Christ is not at the mercy of death. He does not succumb to anything; he is active.
‘Jesus is alive’ is equal to ‘Jesus is active’. He is active in a way that is not subject to any interruption or chance; he is simply alive. He is doing what there is to do.
Five aspects of the Resurrection to bear in mind
The Resurrection is a turning upside down of what the world has done to Jesus.
God reverses the judgement of the human court. Those representing the elites of society and the powers of religion treated Jesus as an enemy of the people, as denoted by his shameful death on the cross.
22 And if a man have committed a sin worthy of death, and he be to be put to death, and thou hang him on a tree:
23 His body shall not remain all night upon the tree, but thou shalt in any wise bury him that day; (for he that is hanged is accursed of God;) that thy land be not defiled, which the Lord thy God giveth thee for an inheritance.
God reverses that judgement. Christ is no longer the enemy of the people; he is now the friend of the people. God says no to that verdict and yes to Jesus.
God says to the systems of this world; ‘Your standards are not mine.

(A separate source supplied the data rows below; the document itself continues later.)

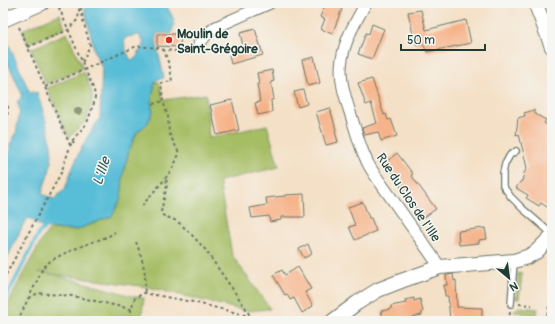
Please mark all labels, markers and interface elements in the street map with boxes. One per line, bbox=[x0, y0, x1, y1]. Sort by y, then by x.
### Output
place label: Moulin de Saint-Grégoire bbox=[177, 26, 258, 57]
scale bar bbox=[401, 26, 485, 52]
text: 50 m bbox=[407, 33, 435, 48]
marker: Moulin de Saint-Grégoire bbox=[164, 35, 174, 45]
street label: Rue du Clos de l'Ille bbox=[373, 150, 444, 245]
water label: L'Ille bbox=[89, 153, 115, 187]
north arrow bbox=[489, 258, 529, 298]
text: N bbox=[507, 279, 520, 294]

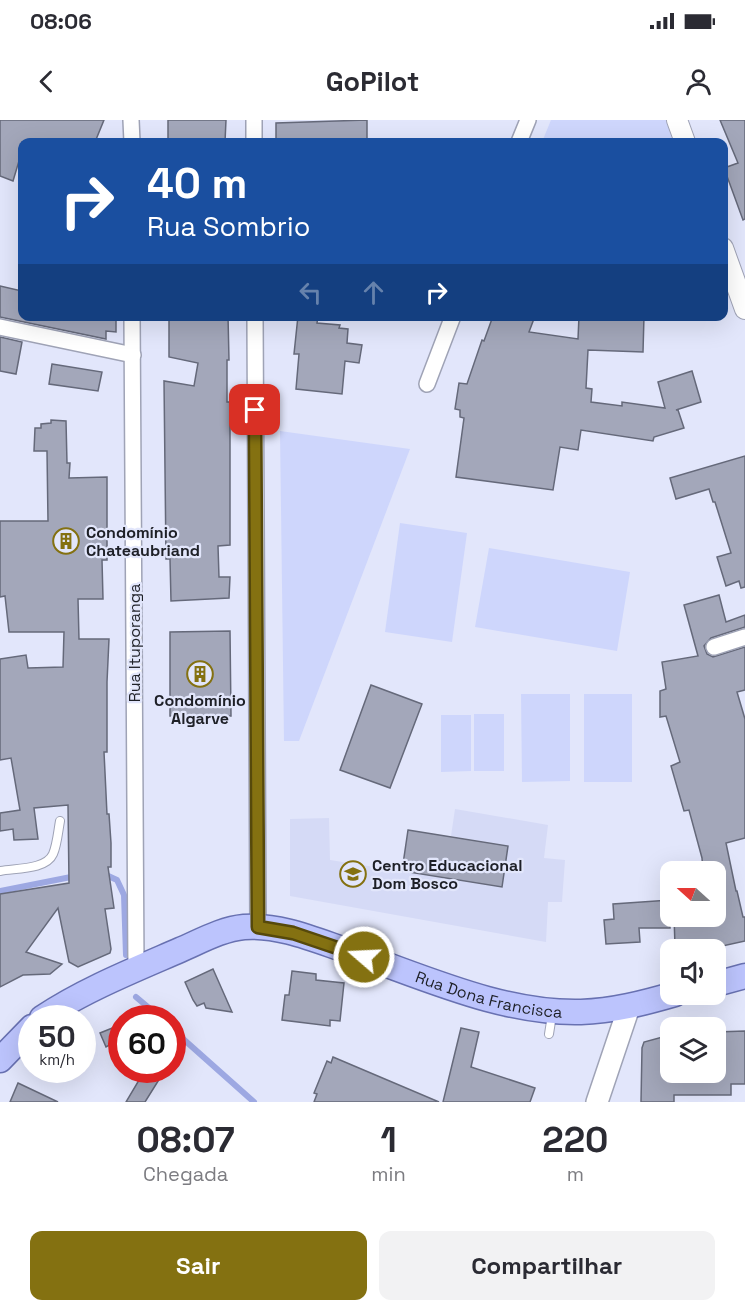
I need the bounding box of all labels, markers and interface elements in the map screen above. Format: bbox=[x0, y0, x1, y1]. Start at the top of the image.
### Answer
text: 08:06 bbox=[30, 7, 92, 35]
text: GoPilot bbox=[326, 64, 419, 99]
icon: back bbox=[30, 65, 63, 98]
icon: person bbox=[682, 65, 715, 98]
text: 40 m bbox=[147, 157, 247, 210]
icon: right bbox=[48, 162, 126, 240]
text: Rua Sombrio bbox=[147, 209, 310, 244]
icon: left bbox=[294, 276, 327, 309]
icon: ahead bbox=[357, 276, 390, 309]
icon: right bbox=[420, 276, 453, 309]
pin bbox=[229, 384, 280, 435]
icon: arrive bbox=[238, 393, 271, 426]
place label: Condomínio Chateaubriand bbox=[86, 522, 200, 561]
building icon: Condomínio Chateaubriand bbox=[51, 526, 81, 556]
street label: Rua Ituporanga bbox=[124, 584, 145, 702]
building icon: Condomínio Algarve bbox=[185, 659, 215, 689]
place label: Condomínio Algarve bbox=[154, 690, 246, 729]
place label: Centro Educacional Dom Bosco bbox=[372, 855, 523, 894]
school or university icon: Centro Educacional Dom Bosco bbox=[338, 859, 368, 889]
north arrow bbox=[660, 861, 726, 927]
map controls bbox=[660, 861, 726, 1083]
position arrow bbox=[332, 925, 396, 989]
button: sound bbox=[660, 939, 726, 1005]
street label: Rua Dona Francisca bbox=[413, 966, 563, 1023]
speed limit sign: 60 bbox=[108, 1005, 186, 1083]
text: 50 bbox=[38, 1017, 76, 1056]
button: layers bbox=[660, 1017, 726, 1083]
text: km/h bbox=[39, 1050, 75, 1069]
text: 08:07 bbox=[137, 1117, 235, 1163]
text: 1 bbox=[380, 1117, 397, 1163]
text: 220 bbox=[542, 1117, 608, 1163]
text: Chegada bbox=[143, 1161, 228, 1187]
text: min bbox=[371, 1161, 406, 1187]
text: m bbox=[567, 1161, 584, 1187]
button: Sair bbox=[30, 1231, 367, 1300]
button: Compartilhar bbox=[379, 1231, 715, 1300]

Your failure may be victory to me; your victory may be failure.’
Christ’s very public shame becomes a manifestation of divine triumph; the glory of God’s pure compassion and love declared unambiguously when Jesus is raised from the dead.
God asks whether our own standards of success are the right ones; are we prepared for them to be rebuilt from the ground up?

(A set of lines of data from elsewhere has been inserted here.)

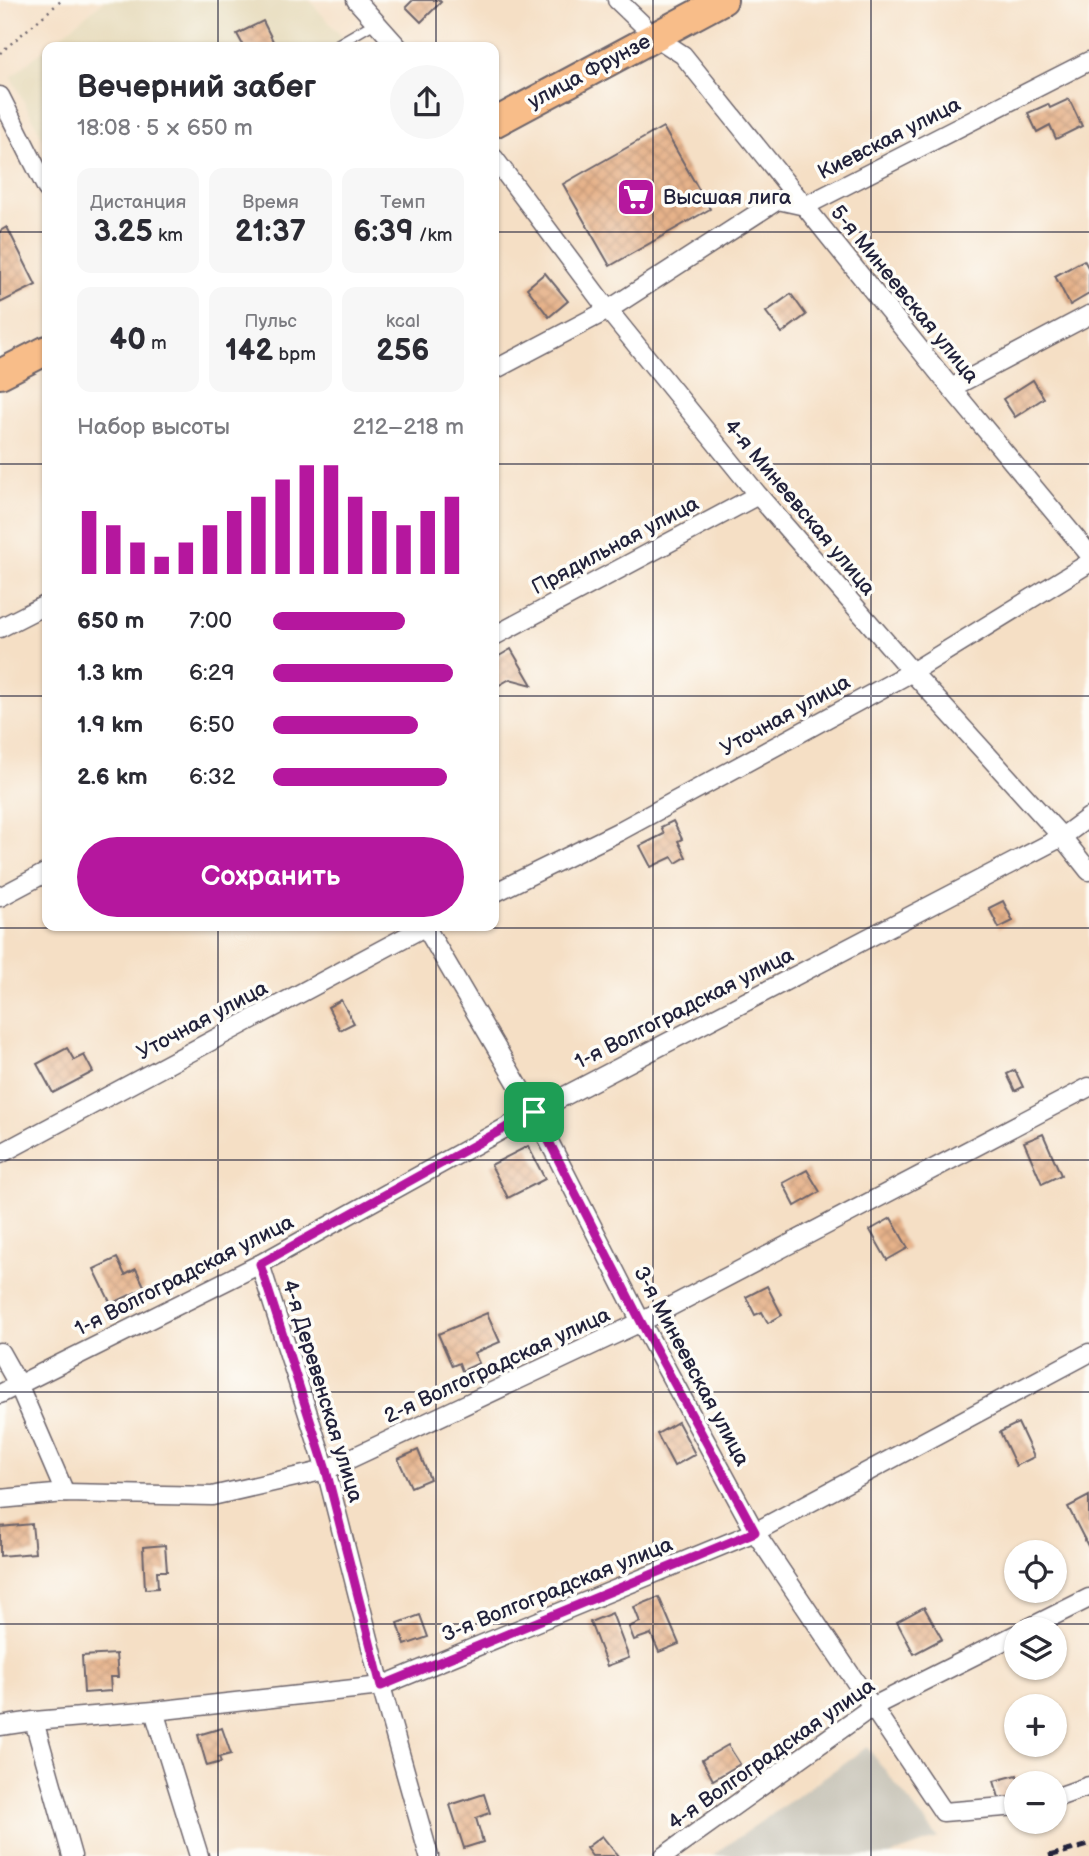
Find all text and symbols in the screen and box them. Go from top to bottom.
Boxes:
street label: улица Фрунзе [524,29,655,114]
button: share [390,65,464,139]
text: Вечерний забег [77,68,316,107]
street label: Киевская улица [814,91,965,185]
text: 18:08 · 5 × 650 m [77,114,253,142]
supermarket icon: Высшая лига [615,176,657,218]
place label: Высшая лига [663,185,792,210]
text: Дистанция [90,191,186,214]
text: Время [242,191,299,214]
text: Темп [380,191,425,214]
street label: 5-я Минеевская улица [825,200,984,389]
text: 3.25 [93,214,153,250]
text: 21:37 [235,214,306,250]
text: 6:39 [353,214,414,250]
text: km [153,224,183,247]
text: /km [414,224,452,247]
text: Пульс [244,310,297,333]
text: kcal [386,310,420,333]
text: 40 [110,322,146,358]
text: m [146,332,167,355]
text: 142 [225,333,273,369]
text: 256 [376,333,430,369]
text: bpm [273,343,316,366]
text: Набор высоты [77,413,230,441]
text: 212–218 m [352,413,464,441]
street label: 4-я Минеевская улица [719,414,881,601]
street label: Прядильная улица [527,491,704,600]
text: 650 m [77,607,144,635]
text: 7:00 [189,607,232,635]
text: 1.3 km [77,659,143,687]
text: 6:29 [189,659,235,687]
street label: Уточная улица [716,669,855,761]
text: 1.9 km [77,711,143,739]
text: 6:50 [189,711,234,739]
text: 2.6 km [77,763,148,791]
text: 6:32 [189,763,235,791]
button: Сохранить [77,837,464,917]
street label: 1-я Волгоградская улица [571,942,798,1075]
street label: Уточная улица [133,975,272,1065]
pin [504,1082,564,1142]
icon: arrive [515,1093,553,1131]
street label: 1-я Волгоградская улица [71,1209,298,1342]
street label: 3-я Минеевская улица [628,1262,755,1471]
street label: 4-я Деревенская улица [277,1277,368,1506]
street label: 2-я Волгоградская улица [380,1302,615,1429]
street label: 3-я Волгоградская улица [438,1531,677,1647]
map controls [1004,1540,1067,1834]
button: locate [1004,1540,1067,1603]
button: layers [1004,1617,1067,1680]
street label: 4-я Волгоградская улица [663,1673,880,1835]
button: + [1004,1694,1067,1757]
button: − [1004,1771,1067,1834]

God reverses that judgement. Christ is no longer the enemy of the people; he is now the friend of the people.
Our assumptions about success and failure are under God’s judgement.
God works by love, not bullying and not coercion.
Jesus is not a ghost
After he is raised from the dead Jesus is seen sitting and eating with his disciples; it becomes the distinctive mark of an apostle to sit at table and eat with Jesus. He is not just seen or heard; he sits at the table and eats. This tells us that matter matters; the stuff of this world is important.

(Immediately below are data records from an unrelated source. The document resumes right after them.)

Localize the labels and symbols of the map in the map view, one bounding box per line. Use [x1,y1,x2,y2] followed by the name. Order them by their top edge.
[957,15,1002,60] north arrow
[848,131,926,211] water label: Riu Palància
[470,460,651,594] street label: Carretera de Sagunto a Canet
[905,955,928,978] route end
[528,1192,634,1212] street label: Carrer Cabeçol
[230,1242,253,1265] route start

While they were still speaking about this, he stood in their midst and said to them, “Peace be with you.”
But they were startled and terrified and thought that they were seeing a ghost. Then he said to them, “Why are you troubled? And why do questions arise in your hearts? Look at my hands and my feet, that it is I myself. Touch me and see, because a ghost does not have flesh and bones as you can see I have.” And as he said this, he showed them his hands and his feet.
While they were still incredulous for joy and were amazed, he asked them, “Have you anything here to eat?”
4 Early in the morning, Jesus stood on the shore, but the disciples did not realize that it was Jesus.5 He called out to them, “Friends, haven’t you any fish?”
9 When they landed, they saw a fire of burning coals there with fish on it, and some bread. 10 Jesus said to them, “Bring some of the fish you have just caught.”11 So Simon Peter climbed back into the boat and dragged the net ashore. It was full of large fish, 153, but even with so many the net was not torn. 12 Jesus said to them, “Come and have breakfast.”
Jesus is not a ghost, but an embodied word, embodied communication from God the Father. He is not the Ghost of Hamlet’s father; he doesn’t bring us a message from the other side.
The disciples are almost embarrassed to see Jesus and don’t know what to say or do. Jesus says, ‘Have you got anything to eat?’ In effect, ‘Have you put the kettle on?’
We have no categories for thinking about Jesus’ risen body. His connection with his friends is continuous, before and after the resurrection.
Don’t despise or ignore the routine, embarrassingly prosaic aspects of humanity.
After the Resurrection Jesus’ body is filled with Spirit; so alive with the act of God that his touch communicates love without qualification.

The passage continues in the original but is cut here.